Under the HITECH Act and HHS’s interim final rule, encryption of health information is not mandatory. It remains to be seen whether HHS will impose a mandatory encryption policy on all devices or, at the very least, all portable devices capable of storing or transferring PHI, when it releases the final version of the data breach notification regulations sometime this year. The health care industry’s lack of encryption for patient information has drawn attention on Capitol Hill.
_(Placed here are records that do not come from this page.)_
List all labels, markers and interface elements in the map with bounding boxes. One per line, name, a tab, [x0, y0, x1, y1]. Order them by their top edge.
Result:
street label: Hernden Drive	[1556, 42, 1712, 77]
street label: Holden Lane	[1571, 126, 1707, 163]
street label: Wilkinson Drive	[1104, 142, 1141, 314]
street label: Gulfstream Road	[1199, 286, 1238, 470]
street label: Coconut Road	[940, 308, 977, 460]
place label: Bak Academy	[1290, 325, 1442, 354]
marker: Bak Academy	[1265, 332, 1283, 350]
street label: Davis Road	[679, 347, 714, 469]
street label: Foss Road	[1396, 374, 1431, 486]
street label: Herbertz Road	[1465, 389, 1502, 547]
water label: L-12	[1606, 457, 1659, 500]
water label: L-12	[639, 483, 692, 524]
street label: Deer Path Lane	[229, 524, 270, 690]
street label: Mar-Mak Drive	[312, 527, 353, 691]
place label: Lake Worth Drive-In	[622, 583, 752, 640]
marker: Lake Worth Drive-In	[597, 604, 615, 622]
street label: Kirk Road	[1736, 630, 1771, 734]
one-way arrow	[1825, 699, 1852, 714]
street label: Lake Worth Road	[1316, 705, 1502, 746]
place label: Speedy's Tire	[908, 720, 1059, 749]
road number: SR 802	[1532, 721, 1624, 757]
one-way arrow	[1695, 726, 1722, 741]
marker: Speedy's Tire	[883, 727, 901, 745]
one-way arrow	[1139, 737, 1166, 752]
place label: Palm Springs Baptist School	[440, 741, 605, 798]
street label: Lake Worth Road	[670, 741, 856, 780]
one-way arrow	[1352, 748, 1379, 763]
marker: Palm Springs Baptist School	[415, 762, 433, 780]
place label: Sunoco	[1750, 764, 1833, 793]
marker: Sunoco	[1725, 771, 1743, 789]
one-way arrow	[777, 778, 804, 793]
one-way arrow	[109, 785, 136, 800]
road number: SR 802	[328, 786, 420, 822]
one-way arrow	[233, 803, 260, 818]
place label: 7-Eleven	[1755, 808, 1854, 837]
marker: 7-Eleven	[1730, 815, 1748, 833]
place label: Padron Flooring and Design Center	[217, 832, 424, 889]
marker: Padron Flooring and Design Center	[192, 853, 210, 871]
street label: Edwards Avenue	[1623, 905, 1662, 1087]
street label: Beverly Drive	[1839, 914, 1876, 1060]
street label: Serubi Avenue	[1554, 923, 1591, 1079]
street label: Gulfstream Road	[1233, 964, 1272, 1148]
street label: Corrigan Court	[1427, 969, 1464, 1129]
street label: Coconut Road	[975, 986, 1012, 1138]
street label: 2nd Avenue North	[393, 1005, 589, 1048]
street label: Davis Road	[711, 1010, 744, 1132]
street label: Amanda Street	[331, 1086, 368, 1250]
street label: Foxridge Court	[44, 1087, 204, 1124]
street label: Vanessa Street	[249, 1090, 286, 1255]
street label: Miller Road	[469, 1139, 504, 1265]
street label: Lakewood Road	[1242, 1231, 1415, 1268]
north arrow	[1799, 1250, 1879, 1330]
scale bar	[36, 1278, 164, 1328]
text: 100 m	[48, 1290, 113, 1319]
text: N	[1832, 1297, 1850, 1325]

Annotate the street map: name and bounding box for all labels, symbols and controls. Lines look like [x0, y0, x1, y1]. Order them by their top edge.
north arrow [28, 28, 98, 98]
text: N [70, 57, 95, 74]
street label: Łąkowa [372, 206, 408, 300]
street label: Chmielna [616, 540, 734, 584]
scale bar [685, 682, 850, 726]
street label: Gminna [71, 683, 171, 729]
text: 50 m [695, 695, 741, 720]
At a November 2011 hearing before the Senate Judiciary Committee’s panel on Privacy, Technology and Law, Deven McGraw of the Center for Democracy and Technology testified that “we know from the statistics on breaches that have occurred since the notification provisions went into effect in 2009 that the healthcare industry appears to be rarely encrypting data.” At the hearing, Senator Tom Coburn, a physician himself, and Senator Al Franken, the chair of the panel, both voiced their concern over patient privacy protection and the current regulatory scheme. Senator Franken has said that he is contemplating legislation to encourage encryption by providers, although no action has been taken.
In the interim, it is reasonably clear that most, if not all, entities can benefit from implementing encryption technology when considering the costs and headaches associated with a data breach. When encryption is done properly, it has the potential of saving an entity a large sum of money, perhaps millions of dollars, in costs and fines — and that should be reason enough for entities to start taking this step in EHR technology.